§ **SOURCE INFORMATION**:
_ _ _ _ _ _ _

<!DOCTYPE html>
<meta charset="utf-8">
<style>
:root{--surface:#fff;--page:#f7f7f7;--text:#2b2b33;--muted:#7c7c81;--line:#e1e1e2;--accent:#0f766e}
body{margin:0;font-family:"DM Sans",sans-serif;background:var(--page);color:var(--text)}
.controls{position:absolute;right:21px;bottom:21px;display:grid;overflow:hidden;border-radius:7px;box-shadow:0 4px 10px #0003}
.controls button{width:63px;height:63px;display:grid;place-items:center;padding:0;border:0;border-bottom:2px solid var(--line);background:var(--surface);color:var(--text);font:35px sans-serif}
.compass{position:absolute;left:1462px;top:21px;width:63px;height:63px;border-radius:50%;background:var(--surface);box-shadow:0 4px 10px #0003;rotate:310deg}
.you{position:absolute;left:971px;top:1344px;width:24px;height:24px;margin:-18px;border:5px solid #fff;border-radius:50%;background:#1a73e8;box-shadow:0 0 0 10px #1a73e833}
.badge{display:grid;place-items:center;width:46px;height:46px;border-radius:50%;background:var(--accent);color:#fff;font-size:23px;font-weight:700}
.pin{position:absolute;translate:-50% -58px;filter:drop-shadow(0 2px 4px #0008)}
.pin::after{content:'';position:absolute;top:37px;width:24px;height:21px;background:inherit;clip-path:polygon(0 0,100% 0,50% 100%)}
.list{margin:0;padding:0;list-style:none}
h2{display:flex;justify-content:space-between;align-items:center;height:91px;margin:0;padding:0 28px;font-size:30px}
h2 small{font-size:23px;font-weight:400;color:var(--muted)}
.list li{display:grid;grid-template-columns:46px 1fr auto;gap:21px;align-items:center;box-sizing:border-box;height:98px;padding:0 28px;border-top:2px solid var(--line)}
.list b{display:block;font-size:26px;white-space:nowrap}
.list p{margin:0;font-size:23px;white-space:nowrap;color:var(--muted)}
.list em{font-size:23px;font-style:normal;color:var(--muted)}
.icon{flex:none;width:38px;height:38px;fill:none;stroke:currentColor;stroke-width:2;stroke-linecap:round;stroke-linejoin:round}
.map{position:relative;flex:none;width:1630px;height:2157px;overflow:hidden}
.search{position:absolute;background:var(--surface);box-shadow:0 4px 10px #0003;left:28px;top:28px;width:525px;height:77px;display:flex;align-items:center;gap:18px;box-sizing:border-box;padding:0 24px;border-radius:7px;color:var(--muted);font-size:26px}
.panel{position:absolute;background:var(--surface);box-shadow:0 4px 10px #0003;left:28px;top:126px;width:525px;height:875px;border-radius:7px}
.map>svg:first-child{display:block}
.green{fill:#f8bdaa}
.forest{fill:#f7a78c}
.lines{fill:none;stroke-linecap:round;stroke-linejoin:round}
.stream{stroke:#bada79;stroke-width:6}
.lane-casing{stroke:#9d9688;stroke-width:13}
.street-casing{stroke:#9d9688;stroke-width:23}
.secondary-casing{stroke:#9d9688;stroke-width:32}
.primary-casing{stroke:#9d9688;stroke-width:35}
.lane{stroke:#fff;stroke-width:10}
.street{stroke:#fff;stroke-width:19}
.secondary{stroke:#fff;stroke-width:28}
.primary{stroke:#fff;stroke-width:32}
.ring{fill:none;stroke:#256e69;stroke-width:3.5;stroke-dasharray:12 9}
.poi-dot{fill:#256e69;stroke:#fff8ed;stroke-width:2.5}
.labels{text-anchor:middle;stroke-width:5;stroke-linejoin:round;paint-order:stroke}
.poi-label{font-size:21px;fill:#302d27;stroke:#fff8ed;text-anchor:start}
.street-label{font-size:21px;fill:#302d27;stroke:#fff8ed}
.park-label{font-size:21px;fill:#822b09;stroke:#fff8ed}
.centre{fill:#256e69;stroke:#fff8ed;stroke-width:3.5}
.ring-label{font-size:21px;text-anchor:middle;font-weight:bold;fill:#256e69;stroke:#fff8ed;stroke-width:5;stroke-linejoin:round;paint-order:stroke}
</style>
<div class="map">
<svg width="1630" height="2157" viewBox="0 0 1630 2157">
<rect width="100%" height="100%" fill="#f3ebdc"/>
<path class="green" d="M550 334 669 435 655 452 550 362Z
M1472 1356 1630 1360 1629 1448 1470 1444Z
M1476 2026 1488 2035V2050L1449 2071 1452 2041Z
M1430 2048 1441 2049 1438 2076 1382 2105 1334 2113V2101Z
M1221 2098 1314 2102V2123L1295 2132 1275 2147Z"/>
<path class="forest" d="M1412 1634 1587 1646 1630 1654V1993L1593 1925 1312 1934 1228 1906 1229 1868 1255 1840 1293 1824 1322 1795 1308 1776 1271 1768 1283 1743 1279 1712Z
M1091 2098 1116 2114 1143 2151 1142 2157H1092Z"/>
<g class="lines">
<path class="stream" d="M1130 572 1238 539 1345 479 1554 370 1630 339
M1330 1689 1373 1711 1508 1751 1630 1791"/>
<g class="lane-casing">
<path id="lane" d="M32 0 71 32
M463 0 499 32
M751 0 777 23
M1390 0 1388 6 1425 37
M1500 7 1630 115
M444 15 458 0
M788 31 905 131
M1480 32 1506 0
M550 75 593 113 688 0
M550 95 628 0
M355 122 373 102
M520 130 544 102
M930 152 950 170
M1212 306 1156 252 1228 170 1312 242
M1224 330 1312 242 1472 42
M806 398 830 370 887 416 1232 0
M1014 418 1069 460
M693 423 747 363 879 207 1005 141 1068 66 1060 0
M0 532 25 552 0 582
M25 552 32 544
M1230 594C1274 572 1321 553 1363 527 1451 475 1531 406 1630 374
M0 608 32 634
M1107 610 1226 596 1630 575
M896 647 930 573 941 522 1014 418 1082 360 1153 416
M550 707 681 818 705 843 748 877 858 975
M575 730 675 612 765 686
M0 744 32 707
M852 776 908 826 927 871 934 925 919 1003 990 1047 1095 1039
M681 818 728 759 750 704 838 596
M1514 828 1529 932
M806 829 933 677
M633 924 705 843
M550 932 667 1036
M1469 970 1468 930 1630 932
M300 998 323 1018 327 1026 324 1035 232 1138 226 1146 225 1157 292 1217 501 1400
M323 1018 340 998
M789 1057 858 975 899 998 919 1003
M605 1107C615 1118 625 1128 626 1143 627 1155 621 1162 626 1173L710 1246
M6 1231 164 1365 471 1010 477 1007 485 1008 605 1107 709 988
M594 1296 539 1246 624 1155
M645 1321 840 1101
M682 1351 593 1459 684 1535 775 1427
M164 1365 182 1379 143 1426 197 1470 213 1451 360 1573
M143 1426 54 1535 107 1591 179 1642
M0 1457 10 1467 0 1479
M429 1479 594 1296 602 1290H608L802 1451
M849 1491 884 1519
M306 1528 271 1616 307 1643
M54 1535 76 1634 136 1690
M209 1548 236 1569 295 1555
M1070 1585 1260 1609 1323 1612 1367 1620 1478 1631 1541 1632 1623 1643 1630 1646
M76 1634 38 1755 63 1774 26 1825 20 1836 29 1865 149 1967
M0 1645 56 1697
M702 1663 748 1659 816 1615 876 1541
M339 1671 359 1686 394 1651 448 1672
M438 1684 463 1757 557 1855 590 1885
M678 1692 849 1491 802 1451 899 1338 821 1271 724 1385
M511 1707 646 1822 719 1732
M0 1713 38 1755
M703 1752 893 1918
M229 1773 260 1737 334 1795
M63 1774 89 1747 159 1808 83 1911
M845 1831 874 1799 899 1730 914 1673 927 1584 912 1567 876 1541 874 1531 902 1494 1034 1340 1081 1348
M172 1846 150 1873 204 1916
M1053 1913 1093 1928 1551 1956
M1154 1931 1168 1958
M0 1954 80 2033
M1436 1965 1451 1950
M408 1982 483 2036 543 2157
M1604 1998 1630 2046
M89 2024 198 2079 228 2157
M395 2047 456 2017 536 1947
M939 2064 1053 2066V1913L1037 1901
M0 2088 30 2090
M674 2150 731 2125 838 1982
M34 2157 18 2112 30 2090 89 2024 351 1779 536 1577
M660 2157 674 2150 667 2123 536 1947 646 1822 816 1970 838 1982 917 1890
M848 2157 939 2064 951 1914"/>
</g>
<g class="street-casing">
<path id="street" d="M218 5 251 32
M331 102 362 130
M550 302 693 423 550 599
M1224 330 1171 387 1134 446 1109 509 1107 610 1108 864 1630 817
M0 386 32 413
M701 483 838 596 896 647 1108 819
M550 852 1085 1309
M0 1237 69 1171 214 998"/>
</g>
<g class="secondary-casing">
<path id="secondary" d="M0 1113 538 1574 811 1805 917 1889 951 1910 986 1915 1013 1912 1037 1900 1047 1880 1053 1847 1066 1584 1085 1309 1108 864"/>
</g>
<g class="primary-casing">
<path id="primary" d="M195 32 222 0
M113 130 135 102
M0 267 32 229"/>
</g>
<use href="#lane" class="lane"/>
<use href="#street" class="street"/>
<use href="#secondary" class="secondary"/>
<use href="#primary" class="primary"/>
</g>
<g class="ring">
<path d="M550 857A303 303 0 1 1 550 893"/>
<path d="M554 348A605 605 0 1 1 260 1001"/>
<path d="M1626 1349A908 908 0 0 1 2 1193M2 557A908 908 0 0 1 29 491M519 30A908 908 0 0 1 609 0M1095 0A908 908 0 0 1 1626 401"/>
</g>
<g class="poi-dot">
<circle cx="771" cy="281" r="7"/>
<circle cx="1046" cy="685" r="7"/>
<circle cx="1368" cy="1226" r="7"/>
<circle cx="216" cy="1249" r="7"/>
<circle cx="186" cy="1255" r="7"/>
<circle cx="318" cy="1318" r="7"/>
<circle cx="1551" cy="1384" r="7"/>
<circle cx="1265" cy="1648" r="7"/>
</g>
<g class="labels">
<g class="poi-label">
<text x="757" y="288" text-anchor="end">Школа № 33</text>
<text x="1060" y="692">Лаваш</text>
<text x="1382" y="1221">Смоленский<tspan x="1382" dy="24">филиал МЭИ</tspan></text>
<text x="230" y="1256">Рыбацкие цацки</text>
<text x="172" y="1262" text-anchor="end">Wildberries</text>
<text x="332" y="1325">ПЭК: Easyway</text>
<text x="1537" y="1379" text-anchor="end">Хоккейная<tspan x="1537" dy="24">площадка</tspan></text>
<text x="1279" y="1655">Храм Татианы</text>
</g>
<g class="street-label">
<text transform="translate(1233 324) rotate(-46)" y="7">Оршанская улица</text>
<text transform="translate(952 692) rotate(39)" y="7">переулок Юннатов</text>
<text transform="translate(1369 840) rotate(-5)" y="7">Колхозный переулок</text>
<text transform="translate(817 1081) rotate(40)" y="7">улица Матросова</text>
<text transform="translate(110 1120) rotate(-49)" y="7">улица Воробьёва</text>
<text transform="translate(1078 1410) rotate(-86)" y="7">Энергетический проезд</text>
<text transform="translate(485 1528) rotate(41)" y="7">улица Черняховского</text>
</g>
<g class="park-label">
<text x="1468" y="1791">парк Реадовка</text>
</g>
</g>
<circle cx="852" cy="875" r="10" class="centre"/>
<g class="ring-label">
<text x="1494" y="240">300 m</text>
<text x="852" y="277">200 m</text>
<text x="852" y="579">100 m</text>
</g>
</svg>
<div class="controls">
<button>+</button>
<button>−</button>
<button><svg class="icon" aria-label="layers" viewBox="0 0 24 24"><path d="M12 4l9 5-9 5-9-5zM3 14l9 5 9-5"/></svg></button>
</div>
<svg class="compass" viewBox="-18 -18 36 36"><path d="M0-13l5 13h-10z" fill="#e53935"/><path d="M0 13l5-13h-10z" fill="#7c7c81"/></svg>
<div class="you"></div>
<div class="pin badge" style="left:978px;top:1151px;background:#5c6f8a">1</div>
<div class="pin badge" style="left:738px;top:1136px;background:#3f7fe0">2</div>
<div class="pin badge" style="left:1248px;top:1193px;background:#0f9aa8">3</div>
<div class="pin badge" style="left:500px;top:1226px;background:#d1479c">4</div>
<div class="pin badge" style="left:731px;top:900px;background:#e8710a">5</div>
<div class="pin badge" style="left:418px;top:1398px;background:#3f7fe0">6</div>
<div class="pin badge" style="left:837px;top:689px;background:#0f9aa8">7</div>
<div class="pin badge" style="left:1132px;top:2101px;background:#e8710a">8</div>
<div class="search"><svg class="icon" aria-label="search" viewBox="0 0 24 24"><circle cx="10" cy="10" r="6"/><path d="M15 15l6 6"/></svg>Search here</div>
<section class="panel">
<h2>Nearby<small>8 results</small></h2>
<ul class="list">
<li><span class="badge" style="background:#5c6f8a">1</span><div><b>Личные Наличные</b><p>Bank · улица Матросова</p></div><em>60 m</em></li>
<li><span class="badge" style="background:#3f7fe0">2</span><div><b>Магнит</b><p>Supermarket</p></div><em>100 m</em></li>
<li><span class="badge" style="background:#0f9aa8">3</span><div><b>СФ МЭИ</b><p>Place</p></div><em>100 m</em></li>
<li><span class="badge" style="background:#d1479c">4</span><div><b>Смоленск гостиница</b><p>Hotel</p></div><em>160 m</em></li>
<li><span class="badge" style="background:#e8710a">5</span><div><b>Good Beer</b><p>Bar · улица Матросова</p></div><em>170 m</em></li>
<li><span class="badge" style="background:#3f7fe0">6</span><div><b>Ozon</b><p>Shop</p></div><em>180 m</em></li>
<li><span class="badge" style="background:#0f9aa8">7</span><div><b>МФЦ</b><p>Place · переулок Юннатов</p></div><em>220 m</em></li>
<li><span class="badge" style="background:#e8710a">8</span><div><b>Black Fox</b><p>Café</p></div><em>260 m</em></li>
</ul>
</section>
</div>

_ _ _ _ _ _ _

§ **DESCRIPTION OF THE TASK**:
In the lines above, find each one with "solid" and list it.

§ **YOUR SOLUTION**:
.controls button{width:63px;height:63px;display:grid;place-items:center;padding:0;border:0;border-bottom:2px solid var(--line);background:var(--surface);color:var(--text);font:35px sans-serif}
.you{position:absolute;left:971px;top:1344px;width:24px;height:24px;margin:-18px;border:5px solid #fff;border-radius:50%;background:#1a73e8;box-shadow:0 0 0 10px #1a73e833}
.list li{display:grid;grid-template-columns:46px 1fr auto;gap:21px;align-items:center;box-sizing:border-box;height:98px;padding:0 28px;border-top:2px solid var(--line)}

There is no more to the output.